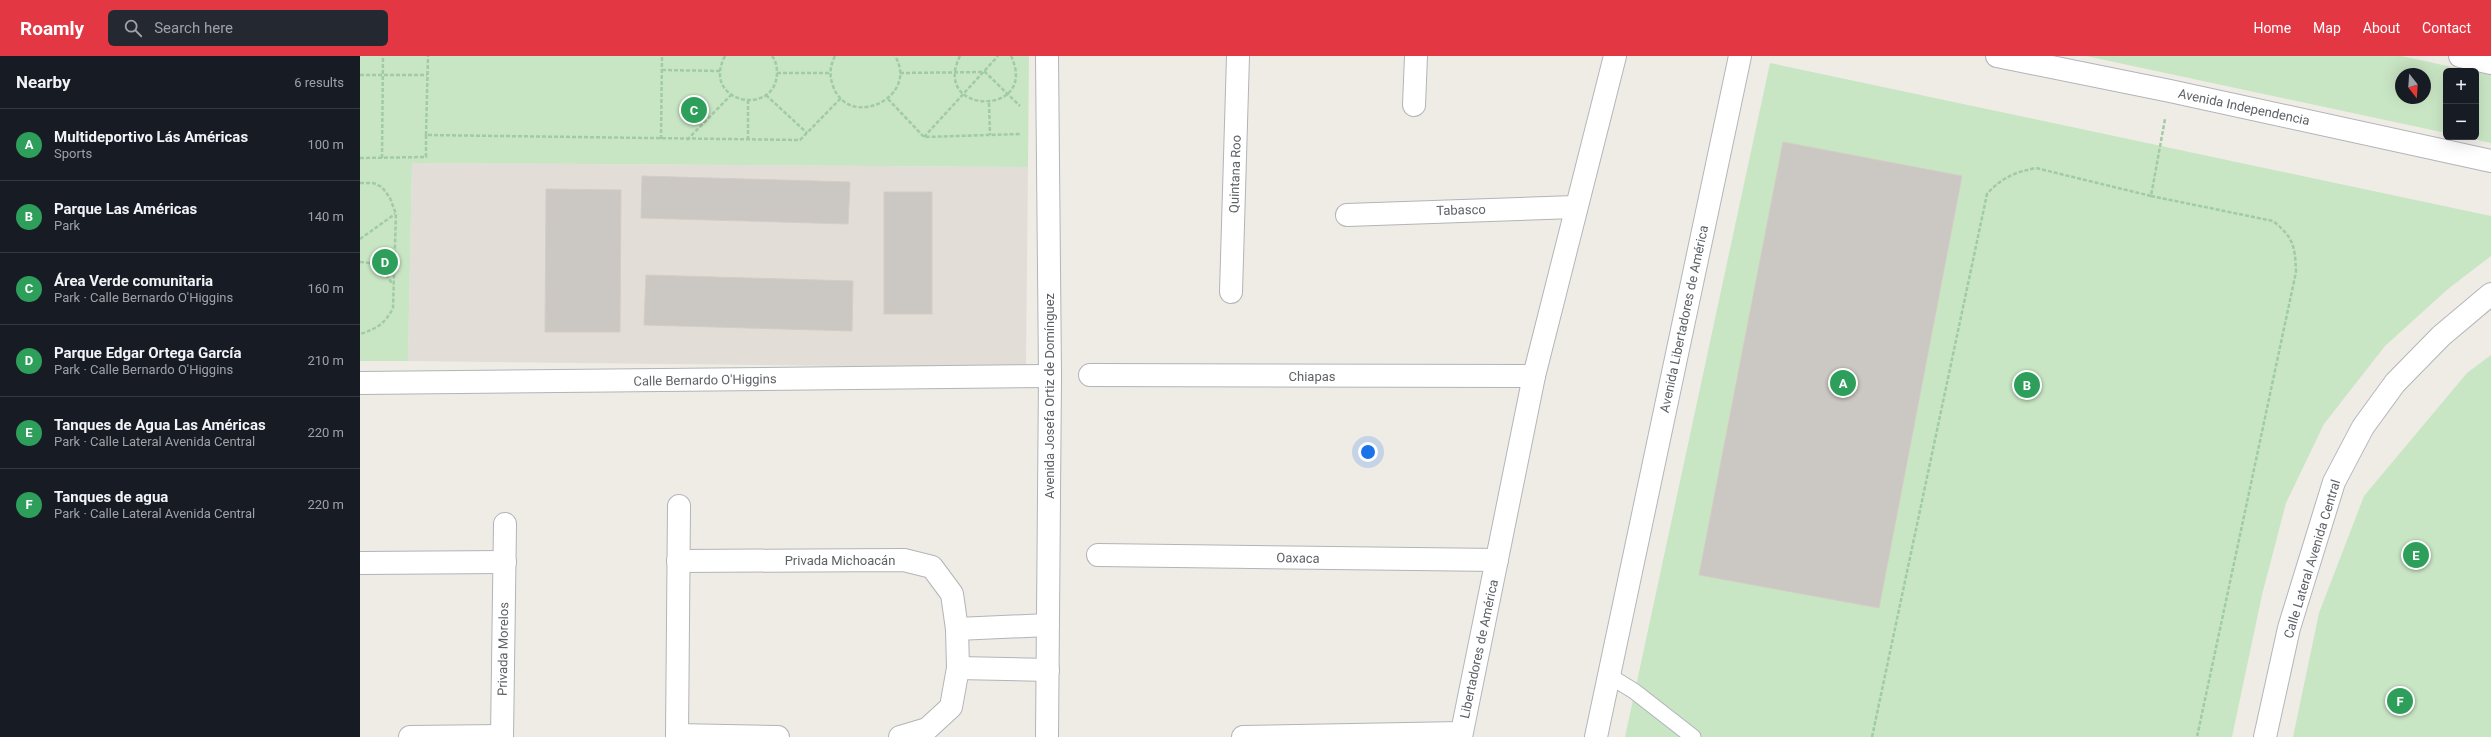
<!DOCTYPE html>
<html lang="en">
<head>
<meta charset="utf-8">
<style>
  body { margin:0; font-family:Roboto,sans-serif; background:#242831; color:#f1f3f6 }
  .controls { position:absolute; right:12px; top:12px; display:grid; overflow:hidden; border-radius:6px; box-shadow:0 4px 16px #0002 }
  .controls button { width:36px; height:36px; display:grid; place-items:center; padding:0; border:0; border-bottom:1px solid #363941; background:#171b24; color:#f1f3f6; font:20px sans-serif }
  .compass { position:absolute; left:2035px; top:12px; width:36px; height:36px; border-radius:50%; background:#171b24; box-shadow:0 4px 16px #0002; rotate:163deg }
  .you { position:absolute; left:1008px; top:396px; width:14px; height:14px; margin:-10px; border:3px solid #fff; border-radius:50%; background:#1a73e8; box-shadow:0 0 0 6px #1a73e833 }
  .badge { display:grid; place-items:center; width:26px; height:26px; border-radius:50%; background:#e43744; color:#fff; font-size:13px; font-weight:700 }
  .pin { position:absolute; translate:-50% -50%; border:2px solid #fff; box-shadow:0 1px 4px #0006 }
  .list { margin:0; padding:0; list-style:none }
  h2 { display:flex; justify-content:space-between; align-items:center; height:52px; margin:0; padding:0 16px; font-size:17px }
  h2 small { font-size:13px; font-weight:400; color:#9ea1a6 }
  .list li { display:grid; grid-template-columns:26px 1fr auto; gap:12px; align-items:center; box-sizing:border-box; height:72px; padding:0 16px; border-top:1px solid #363941 }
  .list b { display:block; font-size:15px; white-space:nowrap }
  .list p { margin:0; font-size:13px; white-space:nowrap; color:#9ea1a6 }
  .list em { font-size:13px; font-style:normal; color:#9ea1a6 }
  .icon { flex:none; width:22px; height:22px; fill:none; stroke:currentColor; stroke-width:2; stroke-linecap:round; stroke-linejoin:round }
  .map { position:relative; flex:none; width:2131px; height:681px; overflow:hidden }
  header { display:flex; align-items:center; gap:24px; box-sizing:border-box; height:56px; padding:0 20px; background:#e43744; color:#fff }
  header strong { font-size:19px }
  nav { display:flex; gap:22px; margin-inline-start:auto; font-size:14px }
  .search { width:280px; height:36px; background:#242831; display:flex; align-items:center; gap:10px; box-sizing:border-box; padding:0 14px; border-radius:6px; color:#9ea1a6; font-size:15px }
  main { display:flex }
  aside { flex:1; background:#171b24 }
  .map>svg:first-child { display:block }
</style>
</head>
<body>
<header>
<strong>Roamly</strong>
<div class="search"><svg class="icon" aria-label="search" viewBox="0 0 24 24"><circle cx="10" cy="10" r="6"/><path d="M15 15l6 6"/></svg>Search here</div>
<nav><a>Home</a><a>Map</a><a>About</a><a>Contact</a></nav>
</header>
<main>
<aside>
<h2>Nearby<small>6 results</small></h2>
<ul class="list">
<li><span class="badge" style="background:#2e9e5b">A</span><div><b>Multideportivo Lás Américas</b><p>Sports</p></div><em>100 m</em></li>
<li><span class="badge" style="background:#2e9e5b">B</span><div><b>Parque Las Américas</b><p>Park</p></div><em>140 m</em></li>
<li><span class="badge" style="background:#2e9e5b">C</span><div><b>Área Verde comunitaria</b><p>Park · Calle Bernardo O'Higgins</p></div><em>160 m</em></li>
<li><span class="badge" style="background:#2e9e5b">D</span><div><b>Parque Edgar Ortega García</b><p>Park · Calle Bernardo O'Higgins</p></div><em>210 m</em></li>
<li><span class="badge" style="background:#2e9e5b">E</span><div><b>Tanques de Agua Las Américas</b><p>Park · Calle Lateral Avenida Central</p></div><em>220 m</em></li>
<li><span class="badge" style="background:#2e9e5b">F</span><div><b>Tanques de agua</b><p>Park · Calle Lateral Avenida Central</p></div><em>220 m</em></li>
</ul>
</aside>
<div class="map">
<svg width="2131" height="681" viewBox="0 0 2131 681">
  <rect width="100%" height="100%" fill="#efece6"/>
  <path fill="#e2ddd7" d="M 52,107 L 668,111 L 666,312 L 48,305 Z"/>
  <g fill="#c9e6c4" fill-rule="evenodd">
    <path d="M 0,0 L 669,0 L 668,111 L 52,107 L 48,305 L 0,305 Z"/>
    <path d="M 1726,0 L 2041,0 L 2111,15 L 2086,15 L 2086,77 ZM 2041,18 L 2065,18 L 2065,42 L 2041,42 Z"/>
    <path d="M 1410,7 L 2131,160 L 2131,200 L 2088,233 L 2025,290 L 1964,368 L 1926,447 L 1902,539 L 1872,681 L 1265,681 Z"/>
    <path d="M 2116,16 L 2131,19 L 2131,87 L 2105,81 L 2116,81 Z"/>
    <path d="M 2131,299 L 2131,681 L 1933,681 L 1959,557 L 2004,440 L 2107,317 Z"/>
  </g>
  <g fill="#cbc7c3" stroke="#d4cdc4">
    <path d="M 1423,86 L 1602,120 L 1519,552 L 1339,519 Z"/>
    <path d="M 282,120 L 490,126 L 488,168 L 281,162 Z"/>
    <path d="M 186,133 L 261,134 L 260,276 L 185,276 Z"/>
    <rect x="524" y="136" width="48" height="122"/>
    <path d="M 286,219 L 493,225 L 492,275 L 284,269 Z"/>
  </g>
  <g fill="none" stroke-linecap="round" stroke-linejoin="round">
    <g stroke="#b1b4b8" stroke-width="17">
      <path id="service" d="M 1248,619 L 1274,635 L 1333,681"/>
    </g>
    <g stroke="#b1b4b8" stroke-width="24">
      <g id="minor">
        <path d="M 687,0 L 690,320 L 687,681"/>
        <path d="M 1637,0 L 1810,35 L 2131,105"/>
        <path d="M 2100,0 L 2131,7"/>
        <path d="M 1054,49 L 1056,0"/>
        <path d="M 987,159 L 1215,151"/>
        <path d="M 871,236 L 878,0"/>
        <path d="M 730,319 L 1174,320"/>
        <path d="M 0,327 L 690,320"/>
        <path d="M 738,499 L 1137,504"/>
        <path d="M 318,505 L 544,504 L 572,511 L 592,538 L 597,573 L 598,612 L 591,651 L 567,673 L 540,681"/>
        <path d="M 0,507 L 145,506"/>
        <path d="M 597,573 L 688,569"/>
        <path d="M 598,612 L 688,614"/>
        <path d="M 317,679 L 418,681"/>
        <path d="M 50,681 L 142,680"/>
        <path d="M 142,681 L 145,468"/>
        <path d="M 317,681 L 319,450"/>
        <path d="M 883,681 L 1101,677"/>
      </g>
    </g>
    <g stroke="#b2b6ba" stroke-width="24">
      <g id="secondary">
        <path d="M 1101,681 L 1174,320 L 1255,0"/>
        <path d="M 1236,681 L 1380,0"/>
        <path d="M 1905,681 L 1929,572 L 1974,426 L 2003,371 L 2035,327 L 2081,280 L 2131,238"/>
      </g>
    </g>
    <g stroke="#a0cba5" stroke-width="2.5" stroke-dasharray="4 2" stroke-linecap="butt">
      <path d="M 365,0 C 340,47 416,62 417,17 C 417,11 416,5 412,0"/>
      <path d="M 475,0 C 470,10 469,19 473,30 C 489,75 560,41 535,0"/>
      <path d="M 600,0 C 570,60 680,61 651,0"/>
      <path d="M 302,14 L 360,15"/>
      <path d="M 417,17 L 470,17"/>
      <path d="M 540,17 L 625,16 L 660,50"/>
      <path d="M 0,19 L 67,19"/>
      <path d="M 406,39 L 447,77"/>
      <path d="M 528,43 L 564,81 L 661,78"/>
      <path d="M 629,47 L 630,79"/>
      <path d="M 66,79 L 68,0"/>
      <path d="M 564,81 L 638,0"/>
      <path d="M 301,83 L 302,0"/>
      <path d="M 327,84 L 371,39"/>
      <path d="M 388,84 L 388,45"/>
      <path d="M 0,102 L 66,101 L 66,79 L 440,84 L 481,42"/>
      <path d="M 22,102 L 23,0"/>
      <path d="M 0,127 L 13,127 L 22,131 L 30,142 L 36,158 L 33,252 C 25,268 16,273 0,278"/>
      <path d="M 1791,140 L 1913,165 C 1934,182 1935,190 1936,216 L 1837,681"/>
      <path d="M 0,183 L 35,158"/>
      <path d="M 0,206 C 17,206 24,215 33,229"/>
      <path d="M 1512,681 L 1627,138 C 1641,122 1655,116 1676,112 L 1791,140 L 1805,63"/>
    </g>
    <use href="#service" stroke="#fff" stroke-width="15"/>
    <use href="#minor" stroke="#fff" stroke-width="22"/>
    <use href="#secondary" stroke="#fff" stroke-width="22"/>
  </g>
  <g text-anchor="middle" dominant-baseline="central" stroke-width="3" stroke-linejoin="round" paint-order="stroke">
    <g font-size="13" fill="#5e6266" stroke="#fff">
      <text transform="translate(1884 51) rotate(12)">Avenida Independencia</text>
      <text transform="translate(875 118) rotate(-88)">Quintana Roo</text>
      <text transform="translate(1101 154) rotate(-2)">Tabasco</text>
      <text transform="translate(1324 263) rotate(-78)">Avenida Libertadores de América</text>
      <text x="952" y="320">Chiapas</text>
      <text transform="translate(345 324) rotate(-1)">Calle Bernardo O'Higgins</text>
      <text transform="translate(689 340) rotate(-90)">Avenida Josefa Ortiz de Domínguez</text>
      <text transform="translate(938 502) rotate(1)">Oaxaca</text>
      <text transform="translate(1952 503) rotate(-73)">Calle Lateral Avenida Central</text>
      <text x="480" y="504">Privada Michoacán</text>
      <text transform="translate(143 593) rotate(-89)">Privada Morelos</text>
      <text transform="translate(1119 593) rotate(-78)">Libertadores de América</text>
    </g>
  </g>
</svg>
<div class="controls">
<button>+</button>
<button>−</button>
</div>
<svg class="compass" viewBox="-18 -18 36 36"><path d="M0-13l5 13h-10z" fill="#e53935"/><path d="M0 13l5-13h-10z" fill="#9ea1a6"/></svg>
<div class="you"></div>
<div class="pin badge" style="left:1483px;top:327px;background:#2e9e5b">A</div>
<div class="pin badge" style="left:1667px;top:329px;background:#2e9e5b">B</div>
<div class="pin badge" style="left:334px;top:54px;background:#2e9e5b">C</div>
<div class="pin badge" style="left:25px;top:206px;background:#2e9e5b">D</div>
<div class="pin badge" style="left:2056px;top:499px;background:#2e9e5b">E</div>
<div class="pin badge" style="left:2040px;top:645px;background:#2e9e5b">F</div>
</div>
</main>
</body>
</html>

_Exercise objective_.
Look through the entries for the string "nowrap". Every line that has it belongs in the answer.

_Task result_.
  .list b { display:block; font-size:15px; white-space:nowrap }
  .list p { margin:0; font-size:13px; white-space:nowrap; color:#9ea1a6 }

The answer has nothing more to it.